Why people want him to sell — Some argued that, rather than selling 10 percent, Musk should sell more. Stock trade Timothy Sykes wrote on Twitter:

“sell 10% to pay some taxes but more importantly lock in some wealth and sell another 10% & donate it all to charity/help defuse the bubble in $TSLA stock price which will make it far healthier in the long, win, win”

Others were less concerned about whether he should sell or not, but criticized the circumstances. Senator Ron Wyden, who drafted the plan to tax unrealized gains, wrote on Twitter that “whether or not the world’s wealthiest man pays any taxes at all shouldn’t depend on the results of a Twitter poll.”

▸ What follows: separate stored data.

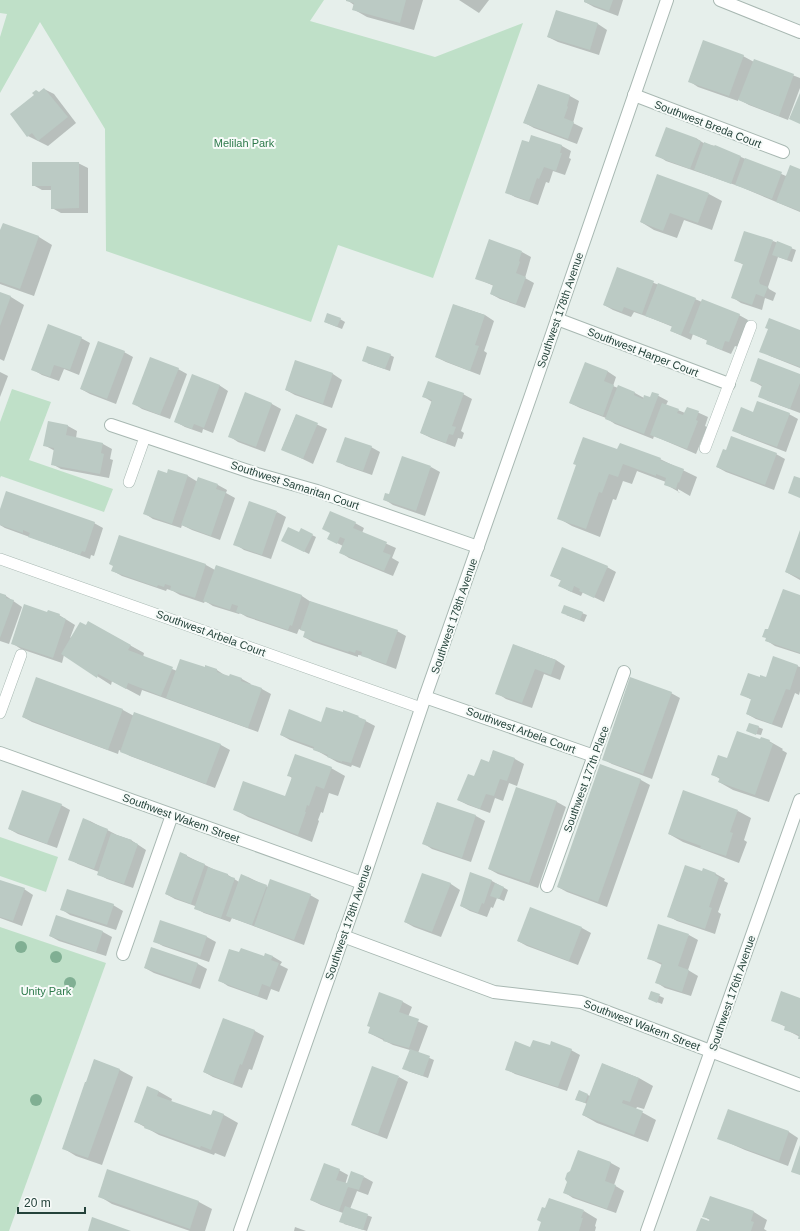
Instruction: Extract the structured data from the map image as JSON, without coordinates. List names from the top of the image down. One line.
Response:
{"streets":{"street":["Southwest Breda Court","Southwest 178th Avenue","Southwest Harper Court","Southwest Samaritan Court","Southwest Arbela Court","Southwest 177th Place","Southwest Wakem Street","Southwest 176th Avenue"]},"crossings":[["Southwest Breda Court","Southwest 178th Avenue"],["Southwest 178th Avenue","Southwest Harper Court"],["Southwest 178th Avenue","Southwest Samaritan Court"],["Southwest 178th Avenue","Southwest Arbela Court"],["Southwest 178th Avenue","Southwest Wakem Street"],["Southwest Arbela Court","Southwest 177th Place"],["Southwest Wakem Street","Southwest 176th Avenue"]],"parks":["Melilah Park","Unity Park"],"scale_bar":"20 m"}
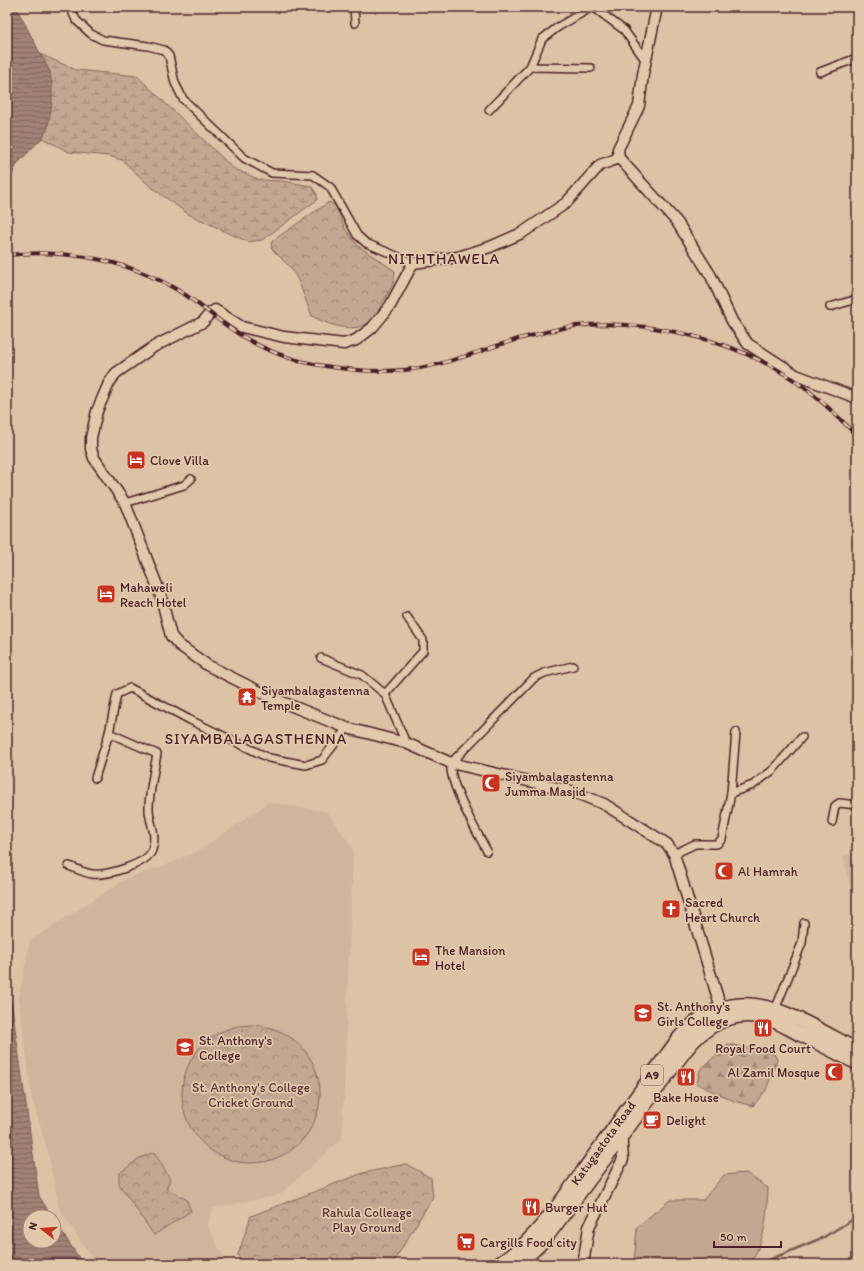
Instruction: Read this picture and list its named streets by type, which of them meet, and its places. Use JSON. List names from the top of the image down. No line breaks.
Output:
{"streets":{"highway":["A9","Katugastota Road"]},"districts":["NITHTHAWELA","SIYAMBALAGASTHENNA"],"parks":["St. Anthony's College Cricket Ground","Rahula Colleage Play Ground"],"places":{"hotel":["Clove Villa","Mahaweli Reach Hotel","The Mansion Hotel"],"temple":["Siyambalagastenna Temple"],"mosque":["Siyambalagastenna Jumma Masjid","Al Hamrah","Al Zamil Mosque"],"church":["Sacred Heart Church"],"school or university":["St. Anthony's Girls College","St. Anthony's College"],"restaurant":["Royal Food Court","Bake House","Burger Hut"],"cafe":["Delight"],"supermarket":["Cargills Food city"]},"scale_bar":"50 m","north":"left"}
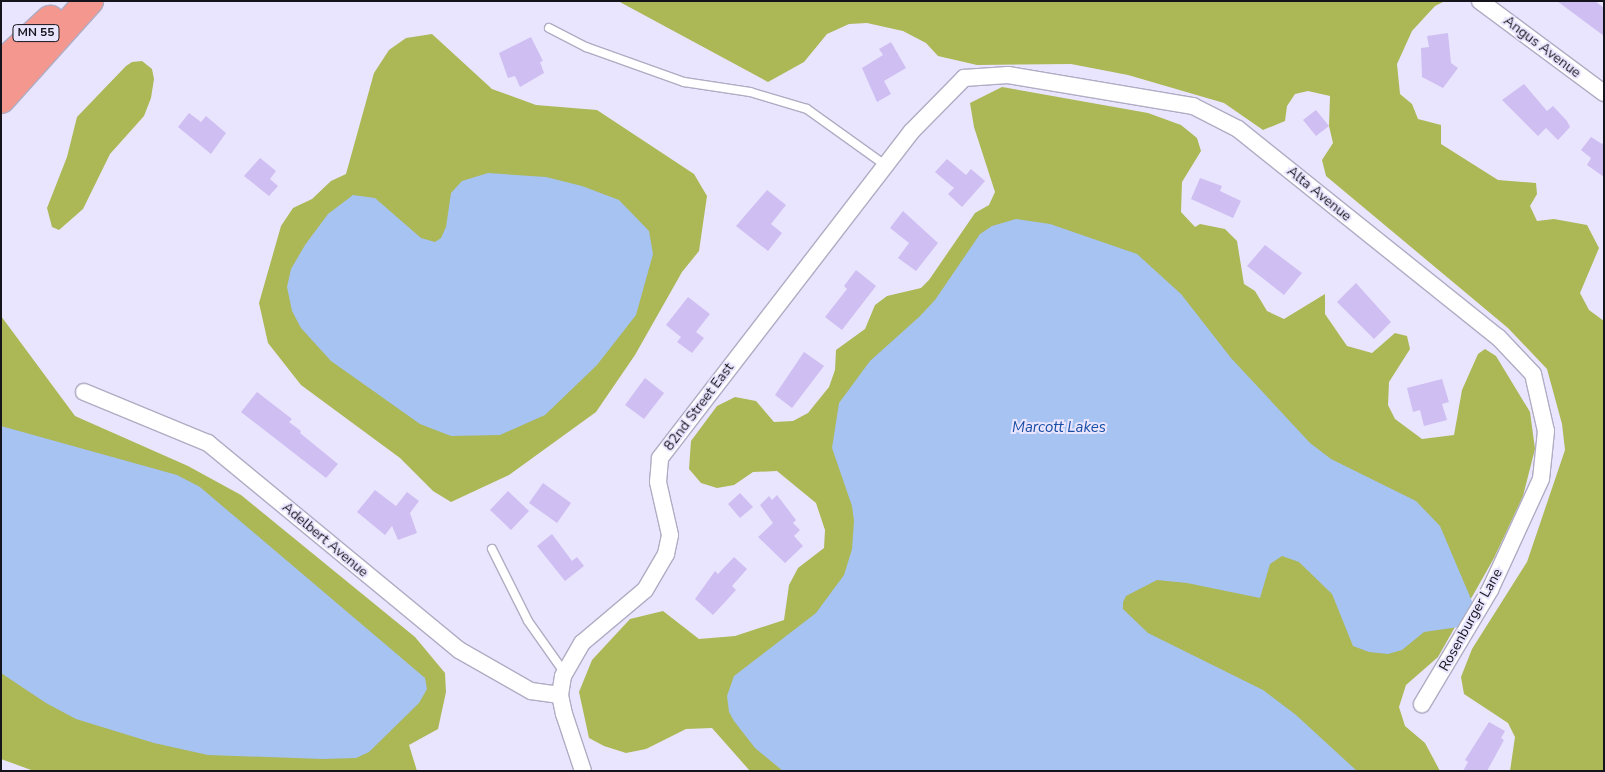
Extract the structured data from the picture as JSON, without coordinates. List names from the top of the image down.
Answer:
{
  "streets": {
    "highway": ["MN 55"],
    "street": [
      "Angus Avenue",
      "Alta Avenue",
      "82nd Street East",
      "Adelbert Avenue",
      "Rosenburger Lane"
    ]
  },
  "crossings": [
    ["Alta Avenue", "82nd Street East"],
    ["Alta Avenue", "Rosenburger Lane"],
    ["82nd Street East", "Adelbert Avenue"]
  ],
  "water": ["Marcott Lakes"]
}
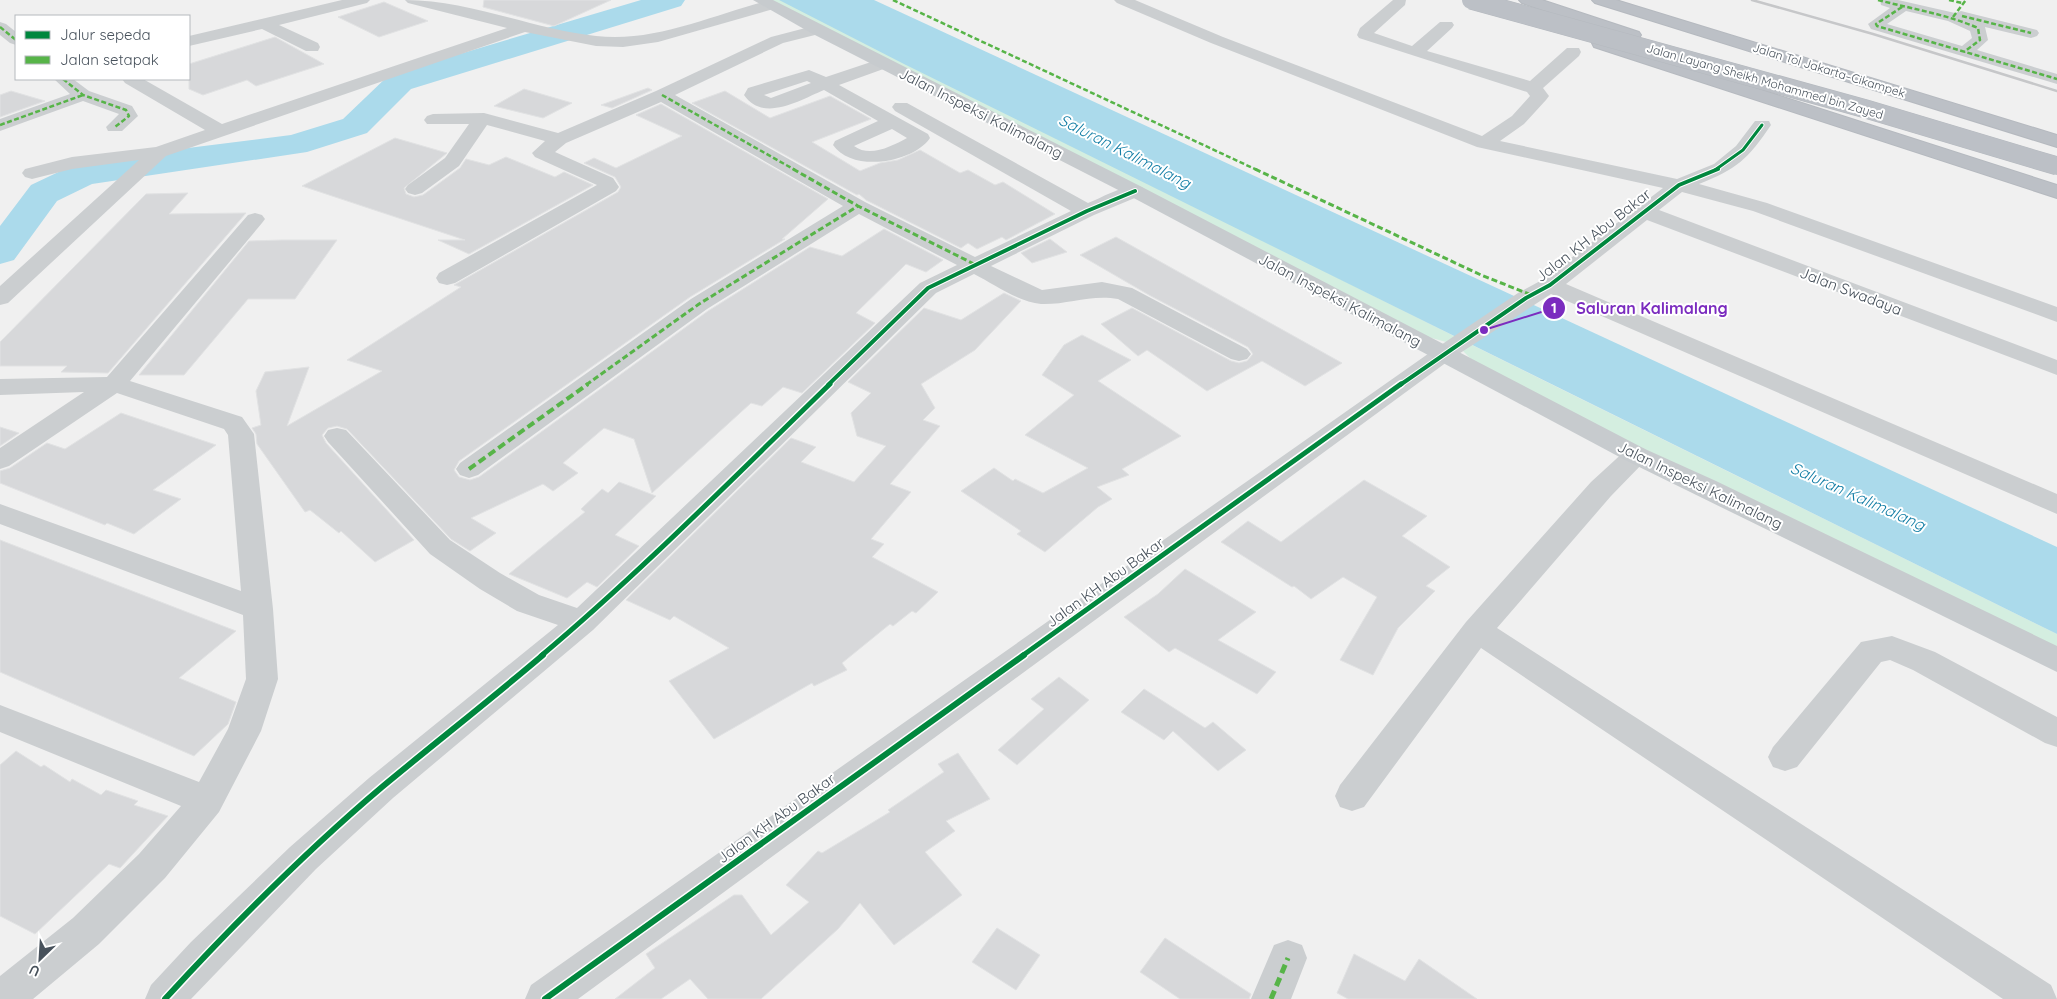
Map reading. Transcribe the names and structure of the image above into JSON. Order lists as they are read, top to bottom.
{
  "streets": {
    "highway": ["Jalan Tol Jakarta–Cikampek", "Jalan Layang Sheikh Mohammed bin Zayed"],
    "main road": ["Jalan Inspeksi Kalimalang"],
    "street": ["Jalan KH Abu Bakar", "Jalan Swadaya"]
  },
  "crossings": [
    ["Jalan KH Abu Bakar", "Jalan Swadaya"]
  ],
  "water": ["Saluran Kalimalang"],
  "places": ["Saluran Kalimalang"],
  "legend": ["Jalur sepeda", "Jalan setapak"],
  "north": "bottom left"
}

In response to Wyden’s post, Musk wrote:

“Why does ur pp look like u just came?”

Musk's question to Ron Wyden.


What’s next — Musk is now expected to sell the stock, but timing is unclear. Musk’s Twitter posts did not outline a timescale.

It wouldn’t be the first time that Musk ultimately went back on a Twitter declaration — he famously declared in 2018 that he had “funding secured” to take Tesla private. However, evidence suggests Musk will sell the stock.

The Inverse analysis — The move is one that Musk was likely to make all along. The way he did it could buy him some warm publicity, or at least act as a defense against criticism that he doesn’t pay his fair share.

Musk wrote on Twitter in June that the only time he sells Tesla stock is when his stock options are expiring and “I have no choice.” Quartz notes that Musk was given the option to buy 22.86 million shares at $6.24 each back in 2012, and that option will expire in August 2022. Tesla’s stock price is currently over $1,000, making that 2012 price an impressive discount.

CNBC notes that Musk is expected to face a $15 billion tax bill for exercising those stock options. Bryan Springmeyer, an attorney at Springmeyer Law, told Reuters that it “seems crazy” to borrow a large amount to pay his taxes.

In fact, Musk already suggested selling Tesla stock last month. On October 31, he told Twitter he would “sell Tesla stock right now” if the United Nations’ World Food program could describe on Twitter how $6 billion would solve world hunger.

As far as stock sales go, it’s perhaps one of the most highly publicized.


Update 11/12 5:30 a.m. Eastern time: Updated to reflect Musk’s latest stock sale.